Im Jahre 1953 machte der Schmerzforscher Henry Beecher von der amerikanischen Harvard-Universität einen Medikamentenversuch an 172 frisch operierten Patienten: Alle zwei Stunden wurde eines von drei klassischen Schmerzmitteln verabreicht oder ein alternatives Präparat X. Welches Schmerzmittel der Patient erhielt und wann allenfalls das Präparat X zur Anwendung kam, wussten während der Behandlung weder die Patienten noch die Ärzte und Schwestern.
Die Patienten mussten laufend ihr Befinden zu Protokoll geben. Die Auswertung der Studie überraschte Beecher: Morphium wie auch Codein und Acetylsalicylsäure (Aspirin) brachten in 39 bis 55 Prozent der Verabreichungen eine Reduktion des Wundschmerzes. Das Präparat X war immerhin in 26 bis 40 Prozent der Fälle erfolgreich. Bloss: Beim Präparat X handelte es sich um eine Tablette, die überhaupt keinen Wirkstoff enthielt. Offenbar verminderte das pharmakologische Nichts den Schmerz fast so gut wie das als Schmerzkiller renommierte Morphium.

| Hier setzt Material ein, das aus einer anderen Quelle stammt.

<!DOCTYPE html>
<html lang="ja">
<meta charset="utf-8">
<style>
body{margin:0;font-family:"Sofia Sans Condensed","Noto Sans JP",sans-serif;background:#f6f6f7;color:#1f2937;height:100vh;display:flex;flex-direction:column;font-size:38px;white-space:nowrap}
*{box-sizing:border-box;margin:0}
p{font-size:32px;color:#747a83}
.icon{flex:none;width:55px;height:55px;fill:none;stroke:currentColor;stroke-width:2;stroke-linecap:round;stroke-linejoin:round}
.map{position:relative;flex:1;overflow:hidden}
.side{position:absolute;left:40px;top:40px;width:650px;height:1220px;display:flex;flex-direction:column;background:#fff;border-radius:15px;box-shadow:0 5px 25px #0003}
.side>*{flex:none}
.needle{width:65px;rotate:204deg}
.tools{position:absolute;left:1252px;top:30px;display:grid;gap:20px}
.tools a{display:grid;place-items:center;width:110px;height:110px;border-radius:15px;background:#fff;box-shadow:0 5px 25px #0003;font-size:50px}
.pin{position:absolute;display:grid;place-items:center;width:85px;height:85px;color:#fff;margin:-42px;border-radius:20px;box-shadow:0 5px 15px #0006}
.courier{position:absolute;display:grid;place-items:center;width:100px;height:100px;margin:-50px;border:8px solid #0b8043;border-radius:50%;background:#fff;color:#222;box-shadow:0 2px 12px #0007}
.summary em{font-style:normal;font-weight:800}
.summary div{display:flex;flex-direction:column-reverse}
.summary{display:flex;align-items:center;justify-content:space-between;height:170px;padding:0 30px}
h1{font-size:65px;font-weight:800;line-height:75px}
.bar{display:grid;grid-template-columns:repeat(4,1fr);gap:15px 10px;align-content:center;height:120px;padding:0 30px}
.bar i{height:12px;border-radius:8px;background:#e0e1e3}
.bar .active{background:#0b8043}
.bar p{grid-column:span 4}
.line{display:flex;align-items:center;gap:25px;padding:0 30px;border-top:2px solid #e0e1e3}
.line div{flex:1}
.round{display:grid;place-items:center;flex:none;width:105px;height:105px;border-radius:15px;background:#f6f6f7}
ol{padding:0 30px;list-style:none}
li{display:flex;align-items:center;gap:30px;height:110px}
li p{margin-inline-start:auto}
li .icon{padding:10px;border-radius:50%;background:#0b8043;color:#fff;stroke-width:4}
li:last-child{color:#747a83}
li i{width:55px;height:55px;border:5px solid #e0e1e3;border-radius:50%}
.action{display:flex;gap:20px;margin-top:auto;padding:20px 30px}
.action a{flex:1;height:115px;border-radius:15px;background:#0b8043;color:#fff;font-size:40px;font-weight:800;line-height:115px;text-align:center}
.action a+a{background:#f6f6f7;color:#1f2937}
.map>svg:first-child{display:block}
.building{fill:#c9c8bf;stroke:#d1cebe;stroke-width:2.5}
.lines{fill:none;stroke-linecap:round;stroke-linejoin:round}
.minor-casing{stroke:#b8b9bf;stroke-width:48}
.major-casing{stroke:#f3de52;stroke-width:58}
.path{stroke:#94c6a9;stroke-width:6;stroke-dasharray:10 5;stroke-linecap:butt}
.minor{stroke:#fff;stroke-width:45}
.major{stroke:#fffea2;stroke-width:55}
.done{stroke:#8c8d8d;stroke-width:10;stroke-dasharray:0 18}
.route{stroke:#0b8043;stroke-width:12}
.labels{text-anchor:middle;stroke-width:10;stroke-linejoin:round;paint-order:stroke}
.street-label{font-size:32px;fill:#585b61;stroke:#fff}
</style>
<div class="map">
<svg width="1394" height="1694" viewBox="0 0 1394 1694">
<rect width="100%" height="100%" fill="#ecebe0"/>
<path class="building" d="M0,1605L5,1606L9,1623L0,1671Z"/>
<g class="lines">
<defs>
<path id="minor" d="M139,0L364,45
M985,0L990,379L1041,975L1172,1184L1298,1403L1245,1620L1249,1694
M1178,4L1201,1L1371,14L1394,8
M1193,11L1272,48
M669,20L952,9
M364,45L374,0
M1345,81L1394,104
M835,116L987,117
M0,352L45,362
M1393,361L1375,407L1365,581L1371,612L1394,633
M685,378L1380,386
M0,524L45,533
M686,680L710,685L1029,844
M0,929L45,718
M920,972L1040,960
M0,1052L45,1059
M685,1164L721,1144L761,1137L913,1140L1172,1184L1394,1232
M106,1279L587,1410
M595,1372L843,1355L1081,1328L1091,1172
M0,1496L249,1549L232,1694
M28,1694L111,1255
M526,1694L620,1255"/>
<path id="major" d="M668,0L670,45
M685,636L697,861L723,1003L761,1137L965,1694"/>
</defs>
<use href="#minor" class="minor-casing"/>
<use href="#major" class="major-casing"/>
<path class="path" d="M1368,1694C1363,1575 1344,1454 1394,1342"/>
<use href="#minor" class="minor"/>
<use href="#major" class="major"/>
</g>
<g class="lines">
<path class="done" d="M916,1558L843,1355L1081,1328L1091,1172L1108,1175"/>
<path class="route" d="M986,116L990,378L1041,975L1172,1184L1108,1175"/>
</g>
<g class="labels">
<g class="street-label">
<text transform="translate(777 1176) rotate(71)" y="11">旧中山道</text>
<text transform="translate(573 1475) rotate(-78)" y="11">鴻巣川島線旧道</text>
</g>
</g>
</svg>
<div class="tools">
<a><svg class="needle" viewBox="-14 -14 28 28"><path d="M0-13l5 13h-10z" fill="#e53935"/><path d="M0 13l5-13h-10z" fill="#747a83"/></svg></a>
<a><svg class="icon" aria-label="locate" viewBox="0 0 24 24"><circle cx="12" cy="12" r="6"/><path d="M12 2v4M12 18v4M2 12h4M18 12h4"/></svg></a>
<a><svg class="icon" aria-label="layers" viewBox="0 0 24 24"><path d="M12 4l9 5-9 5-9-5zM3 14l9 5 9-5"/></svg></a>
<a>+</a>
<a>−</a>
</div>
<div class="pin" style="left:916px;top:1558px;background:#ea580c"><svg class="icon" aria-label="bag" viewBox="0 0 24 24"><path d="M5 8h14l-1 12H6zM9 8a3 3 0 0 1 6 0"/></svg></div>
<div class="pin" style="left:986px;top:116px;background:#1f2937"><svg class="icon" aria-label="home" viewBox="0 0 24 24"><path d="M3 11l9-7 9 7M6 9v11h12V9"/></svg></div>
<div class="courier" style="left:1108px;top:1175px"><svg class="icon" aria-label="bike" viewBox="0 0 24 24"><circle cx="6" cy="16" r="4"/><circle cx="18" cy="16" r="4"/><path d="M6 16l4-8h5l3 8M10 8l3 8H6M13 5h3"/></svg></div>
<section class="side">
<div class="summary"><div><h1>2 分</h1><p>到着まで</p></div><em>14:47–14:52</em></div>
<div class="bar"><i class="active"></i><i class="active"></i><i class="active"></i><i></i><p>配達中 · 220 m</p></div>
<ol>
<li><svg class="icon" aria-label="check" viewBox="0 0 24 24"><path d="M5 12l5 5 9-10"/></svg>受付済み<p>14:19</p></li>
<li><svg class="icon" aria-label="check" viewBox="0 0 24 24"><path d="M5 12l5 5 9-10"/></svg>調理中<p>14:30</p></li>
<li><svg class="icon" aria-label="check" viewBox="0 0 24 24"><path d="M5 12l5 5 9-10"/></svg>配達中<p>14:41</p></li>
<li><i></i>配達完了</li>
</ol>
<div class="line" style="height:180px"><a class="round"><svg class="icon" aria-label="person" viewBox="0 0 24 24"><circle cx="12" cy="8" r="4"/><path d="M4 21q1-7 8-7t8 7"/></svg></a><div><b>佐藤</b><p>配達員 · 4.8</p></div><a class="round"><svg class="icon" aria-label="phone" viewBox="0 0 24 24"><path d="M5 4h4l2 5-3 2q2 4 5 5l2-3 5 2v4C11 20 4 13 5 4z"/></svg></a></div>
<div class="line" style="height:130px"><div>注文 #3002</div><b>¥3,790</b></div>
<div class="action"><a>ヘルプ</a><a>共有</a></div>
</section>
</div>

Schon Paracelsus wusste, dass bei Medikamenten neben den chemischen Inhaltsstoffen auch noch andere Faktoren eine Rolle spielten. Er vermutete, dass der Glaube des Patienten, er werde eine gesundmachende Behandlung erhalten, wie auch die positive Einstellung des Arztes zur Therapie wesentlich zum Erfolg einer Behandlung beitragen.
Um solche Fremdeffekte vom spezifischen Wirken einer bestimmten Pharmasubstanz zu trennen, kam man in den dreissiger Jahren des 20. Jahrhunderts auf die Idee, neue Medikamente im «doppelblinden placebokontrollierten Arzneimittelversuch» zu prüfen: Man suchte die Wirksamkeit eines Medikaments festzustellen, indem man es neben einem wirkstofffreien Scheinpräparat, einem sogenannten Placebo also, verabreichte. Während des Versuchs verheimlichte man sowohl dem Arzt als auch dem Patienten, ob und wann das zu testende Medikament oder lediglich das Scheinpräparat im Einsatz waren - daher die Bezeichnung «doppelblind». Der Unterschied, der sich nach der Offenlegung der verschlüsselten Studie zwischen der Prüfsubstanz und dem Placebo ergibt, weist auf die pharmakologische Wirkung des Medikamentes hin. Diese Methode des Herausfilterns der Pharmakraft ist zur heiligen Kuh der Pharmaforschung geworden.
Mit «Placebo» erlebte ein Wort, das in den vergangenen Jahrhunderten in Misskredit geraten war, eine Auferstehung. Im Mittelalter sang die Kirchgemeinde als Einleitung zur Totenmesse: «Placebo domino in regione vivorum» (Ich werde dem Herrn gefallen im Reich der Lebenden). Mit der Zeit standen bezahlte Totenwächter anstelle der Angehörigen am Grab und sangen gegen gutes Geld «Placebo». Und schliesslich etikettierte die höfische Gesellschaft damit jede Art von kalkuliertem Gefühl, inklusive der Prostitution. 1795 tauchte das Wort in einem englischen Lexikon auf: «Placebo - eine Behandlung oder Medizin, die für eine gewisse Zeit erfreuen soll, ohne irgendwelchen andern Zweck.» Als Synonym für ein pharmakologisch wirkungsloses Leerpräparat fand «Placebo» im 20. Jahrhundert dann seine moderne Bedeutung.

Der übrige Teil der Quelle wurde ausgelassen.